MuS — Tue, 15 Dec 2015 01:18:49 GMT

No, it more means someone forgot to add in the inputs.conf.spec and therefore splunk does not know about it and thinks it is an error.

BTW just downloaded a 6.1.4 Windows UF 64Bit and the input.conf.spec contains this on line 174:

 whitelist = <regular expression>

Maybe download your version again?

Re: 'Invalid Key in Stanza' errors being generated at startup for inputs.conf whitelist on a 6.1.4 Heavy Forwarder that docs say should work

javiergn — Tue, 15 Dec 2015 10:38:46 GMT

Hi, your stanza looks all right to me.

Have you tried adding your event codes one at a time and see what happens?
Maybe the line is too long?
Or:

[MODE PARANOID ON]
Maybe the hyphen separating your event ID ranges is not the right type of hyphen.
See this: https://www.cs.tut.fi/~jkorpela/dashes.html

Or maybe there are hidden characters that your editor does not display
[MODE PARANOID OFF]

Hope that helps,
J

Re: 'Invalid Key in Stanza' errors being generated at startup for inputs.conf whitelist on a 6.1.4 Heavy Forwarder that docs say should work

wrangler2x — Tue, 15 Dec 2015 20:13:39 GMT

@MuS I have that same thing on line 174 also. But that is in the Monitor section.
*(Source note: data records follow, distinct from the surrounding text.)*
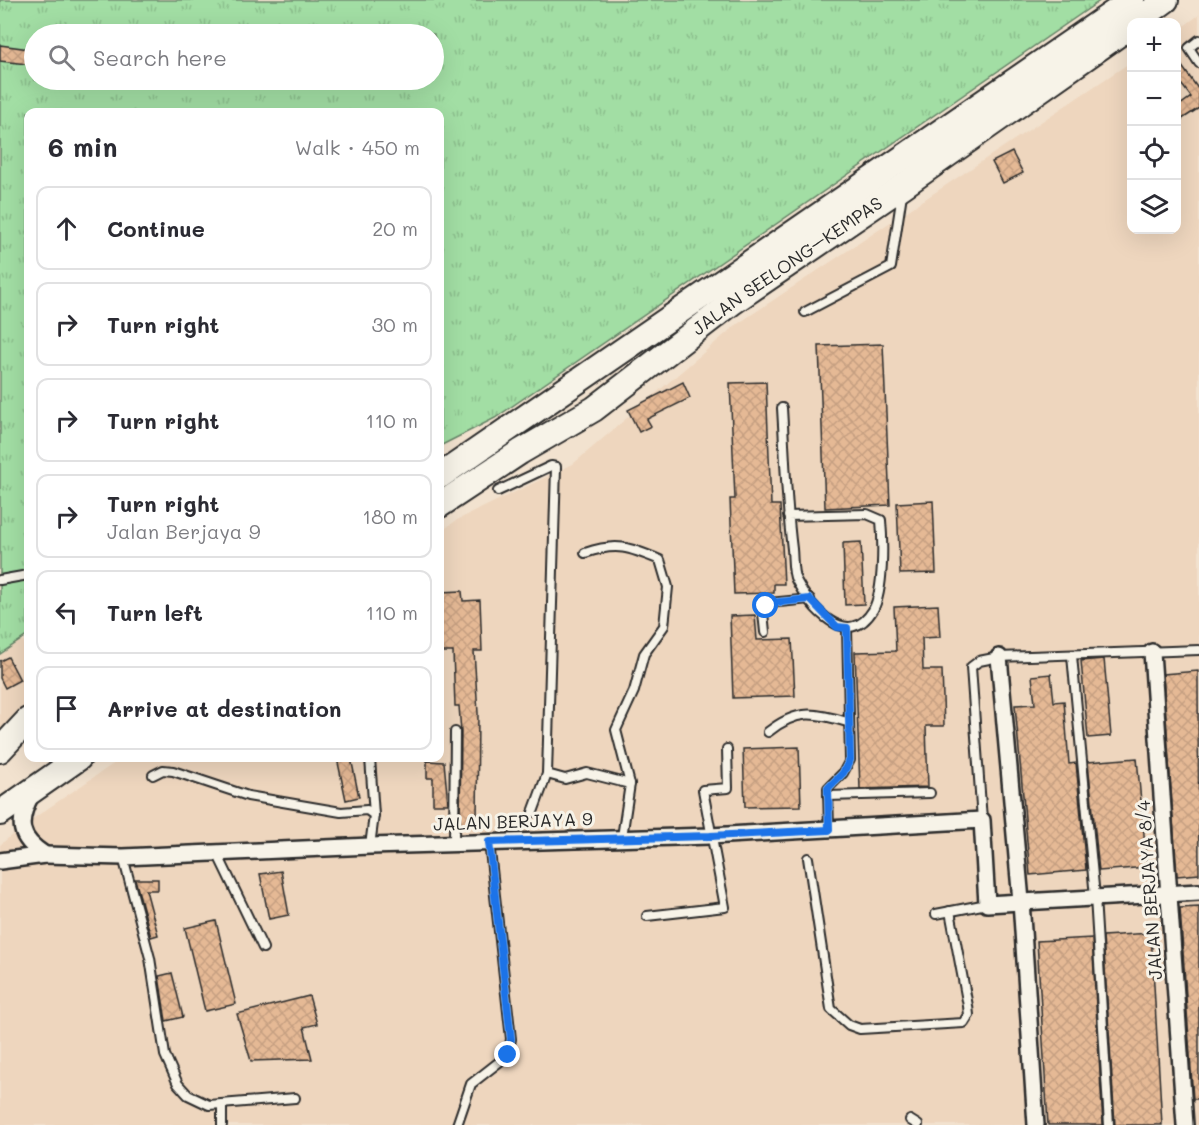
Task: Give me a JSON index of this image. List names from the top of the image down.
{
  "streets": {
    "main road": ["JALAN SEELONG–KEMPAS"],
    "street": ["JALAN BERJAYA 9", "JALAN BERJAYA 8/4"]
  },
  "page": {
    "map_buttons": ["+", "−"],
    "search": "Search here",
    "heading": ["6 min", "Walk · 450 m"],
    "list": [
      ["Continue", "20 m"],
      ["Turn right", "30 m"],
      ["Turn right", "110 m"],
      ["Turn right", "Jalan Berjaya 9", "180 m"],
      ["Turn left", "110 m"],
      "Arrive at destination"
    ]
  }
}
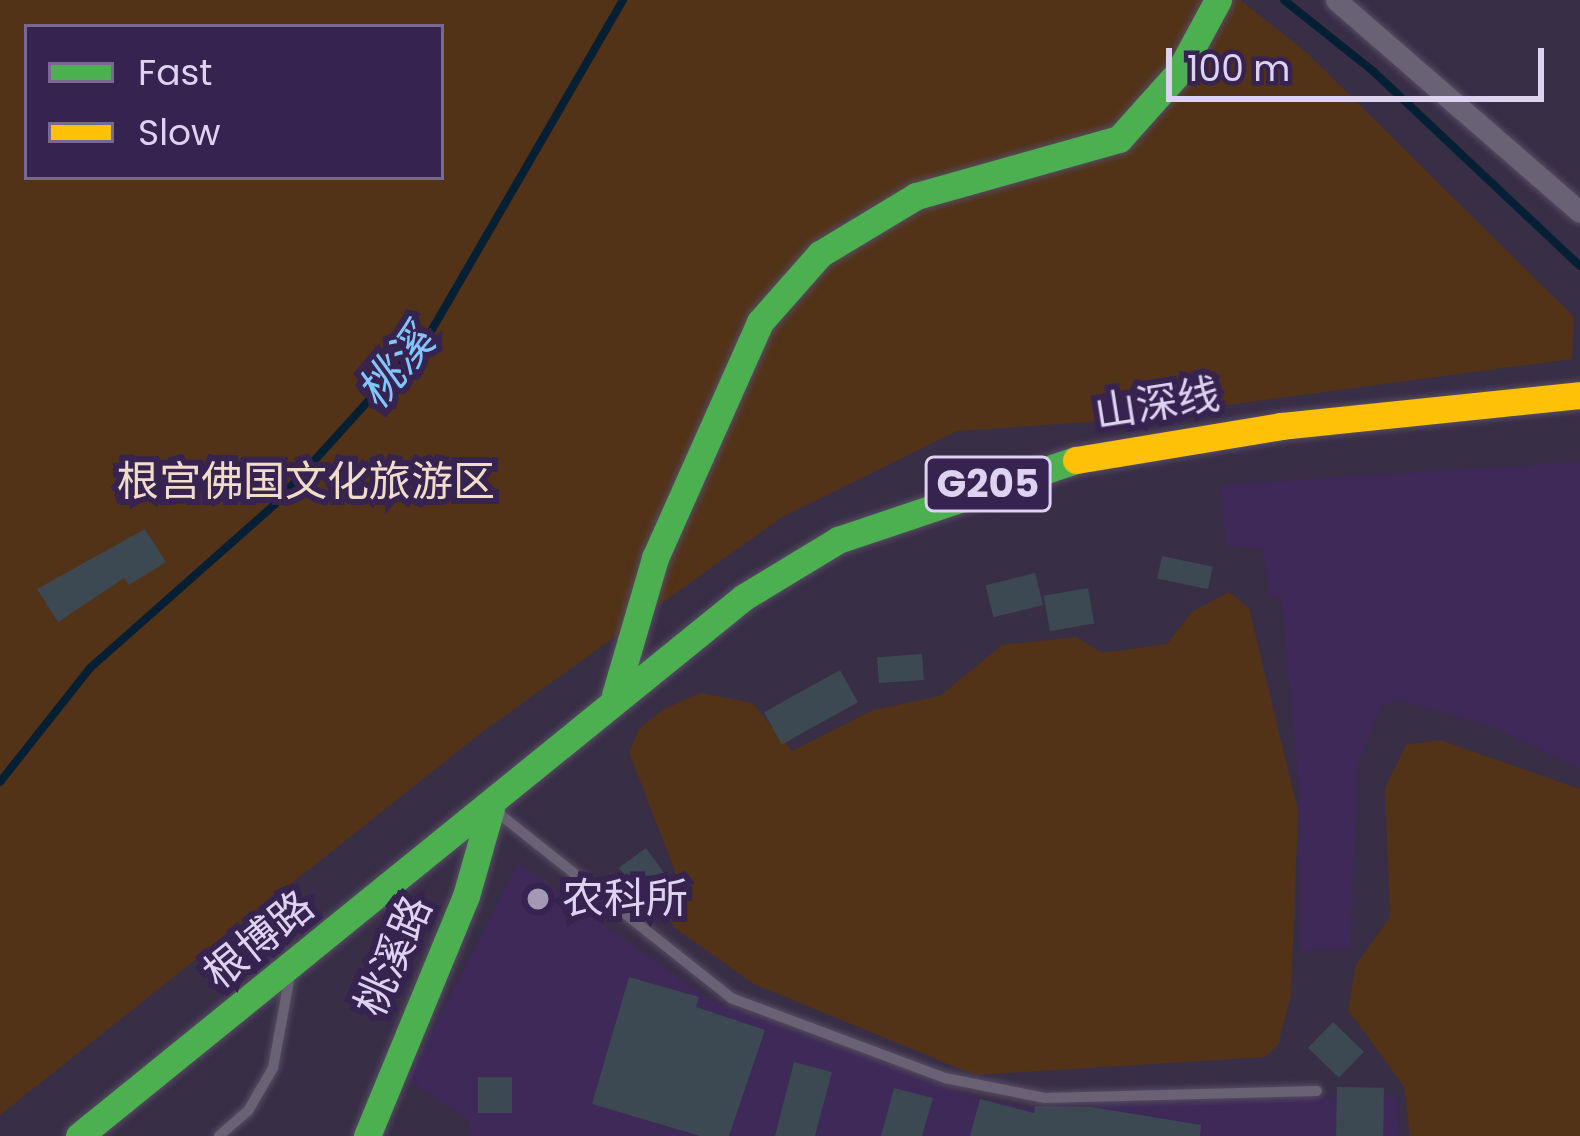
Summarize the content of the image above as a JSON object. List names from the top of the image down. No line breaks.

If you look at the latest documentation, under this section:

###
# Windows Event Log Monitor
###

You will find a sub-section which looks like this:

# EventLog filtering
#
# Filtering at the input layer is desirable to reduce the total processing load
# in network transfer and computation on the Splunk nodes acquiring and
# processing the data.

and in this section there is this:

whitelist = <list of eventIDs> | key=regex [key=regex]
blacklist = <list of eventIDs> | key=regex [key=regex]

And this:

The base unumbered whitelist and blacklist support two formats, a list of integer event IDs, and a list of key=regex pairs.

Now, in my 6.1.4 spec, in the Windows Event Log Monitor section, there is no subsection called EventLog filtering. However, just below the evt_dns_name = and index = specs, I do find these two (lines 1130 and 1141, respectively) :

whitelist = <list> | key=regex [key=regex]
blacklist = <list> | key=regex [key=regex]

And there are two comments with the whitelist which read:

 * In list form, tells Splunk which event IDs and/or event ID ranges that incoming events must have
  in order to be indexed.
 * In list form, A comma-separated list of event ID and event ID ranges to include (example: 4,5,7,100-200).

So, I'd say they are in the spec, although documented much differently than in the current documentation!

So, what next?

Re: 'Invalid Key in Stanza' errors being generated at startup for inputs.conf whitelist on a 6.1.4 Heavy Forwarder that docs say should work

wrangler2x — Tue, 15 Dec 2015 20:32:05 GMT

I removed all of the hyphens and used just a full list with commas only. Same error. Then I delected the whitelist line and manually added a new line which reads whitelist = 528 to keep it really simple, and so there was no chance of a hidden character. Same error on restart.

Re: 'Invalid Key in Stanza' errors being generated at startup for inputs.conf whitelist on a 6.1.4 Heavy Forwarder that docs say should work

Michael_Carlisl — Wed, 06 Apr 2016 18:47:54 GMT

So it seems that the issue is missing "\". If you update your inputs.conf file to be [WinEventLog://Security] it should work.

Re: 'Invalid Key in Stanza' errors being generated at startup for inputs.conf whitelist on a 6.1.4 Heavy Forwarder that docs say should work

wrangler2x — Wed, 06 Apr 2016 19:13:36 GMT

Wait, that's confusing... You say it is missing "\" then show "//" in [WinEventLog://Security]

But yeah, the docs at http://docs.splunk.com/Documentation/Splunk/6.0.2/Data/MonitorWindowsdata show it as "//".

I did not set up the stanzas we are using (which otherwise work fine without the "//") and the blog at http://blogs.splunk.com/2013/10/14/windows-event-logs-in-splunk-6/ shows it without the "//" so I did not event know these were missing until I read your comment. Did you test to see if adding them in allows the whitelist? Which version of Splunk?

Re: 'Invalid Key in Stanza' errors being generated at startup for inputs.conf whitelist on a 6.1.4 Heavy Forwarder that docs say should work

Michael_Carlisl — Wed, 06 Apr 2016 19:50:45 GMT

I tested it in version 6.3.1. Sorry about putting "\". There's also an issue with [WinEventLog:Application] if you ever use the Citrix Add Ons and use their inputs.conf file.